12 Strong

GoMovieReviews Rating:

Rated: MA15+12 Strong

Directed by: Nicolai Fuglsig

Screenwriters: Ted Tally, Peter Craig

Produced by: Jerry Bruckheimer, Molly Smith, Trent Luckinbill, Thad Luckinbill.

Starring: Chris Hemsworth, Michael Shannon, Michael Peña, Navid Negahban, Trevante Rhodes, Geoff Stults, Thad Luckinbill, Rob Riggle, William Fichtner, Elsa Pataky.

12 Strong is a hero movie based on the true story of twelve soldiers, Green Berets known as ODA (Operational Detachment Alphas), volunteering to fight in Afghanistan after the twin towers attack on 9/11 (2001): the first soldiers to set foot on Afghani soil after the attack, a fact unknown at the time being an Army Special Forces team on a covert mission.

There’s some good action here, based on the 2009 bestseller written by Doug Stanton, Horse Soldiers: The Extraordinary Story of a Band of U.S. Soldiers Who Rode to Victory in Afghanistan. 

Unlike the majority of the patriotic, sickening over-dramatisation of Americans’ fighting in wars, 12 Strong focusses on the action in Afghanistan and the clash of cultures as Mark Nutsch, ODA-595 Special Forces Captain (re-named in the film as Captain Mitch Nelson (Chris Hemsworth)) leads a mission, Codenamed Task Force Dagger, to fight alongside the Northern Alliance: separate Afghani groups led by warlords who hate each other almost as much as they hate the Taliban. 

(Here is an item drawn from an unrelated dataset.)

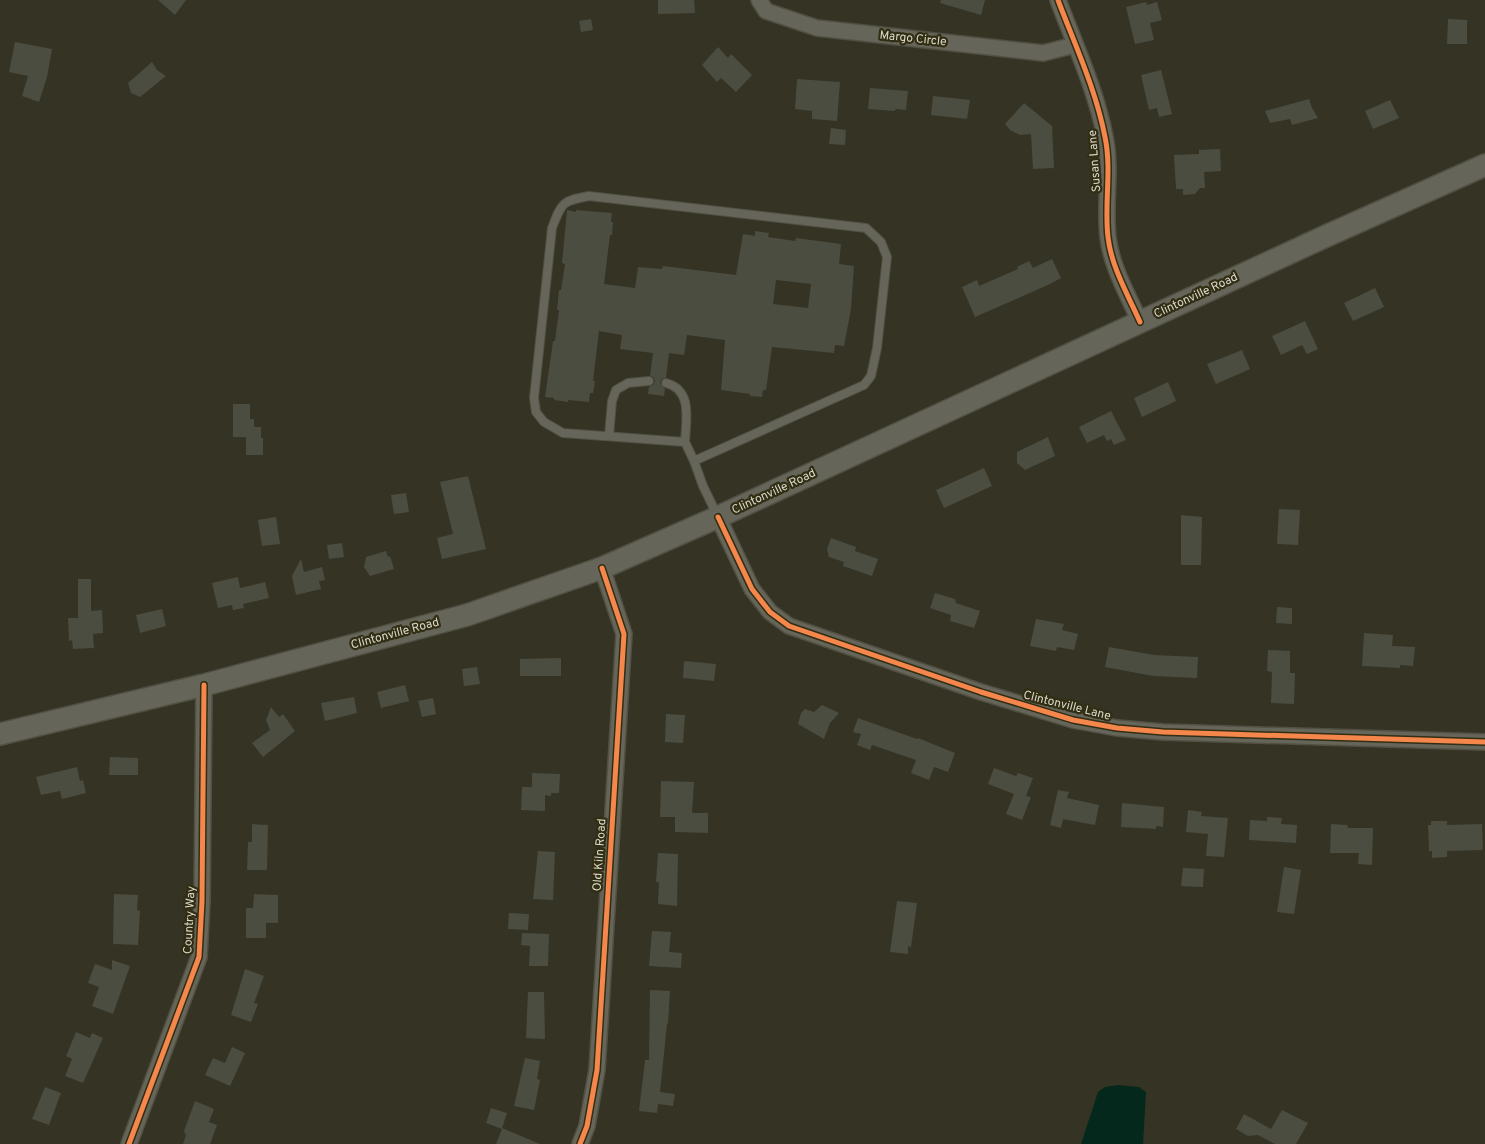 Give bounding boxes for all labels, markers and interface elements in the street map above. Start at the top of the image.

For any hope of gaining ground against the Taliban and Al Qaeda and to stop more attacks on American soil, team leader Captain Mitch Nelson must convince General Abdul Rashid Dostum (Navid Negahban), a fierce warrior and warlord, to join forces; the only motivation to fight together being a common enemy.

Willing to assist the Americans from the ground, the Americans support from the sky with bombs dropped on targets from coordinates given by Captain Nelson. 

Set in the extremes of the Afghanistan landscape, with dust and snow and steep rocky mountains, movement is restricted to horseback. 

There’s something poetic about horses in battle; whether it reminds of wars in the past or the majesty of the animal, I could only wonder at the skill required to ride while under enemy fire from missile launchers and T-72 tanks and to shoot a machine gun with bullets whizzing by the horses ear; to control an animal usually frightened by loud noise and to stay the course without bolting.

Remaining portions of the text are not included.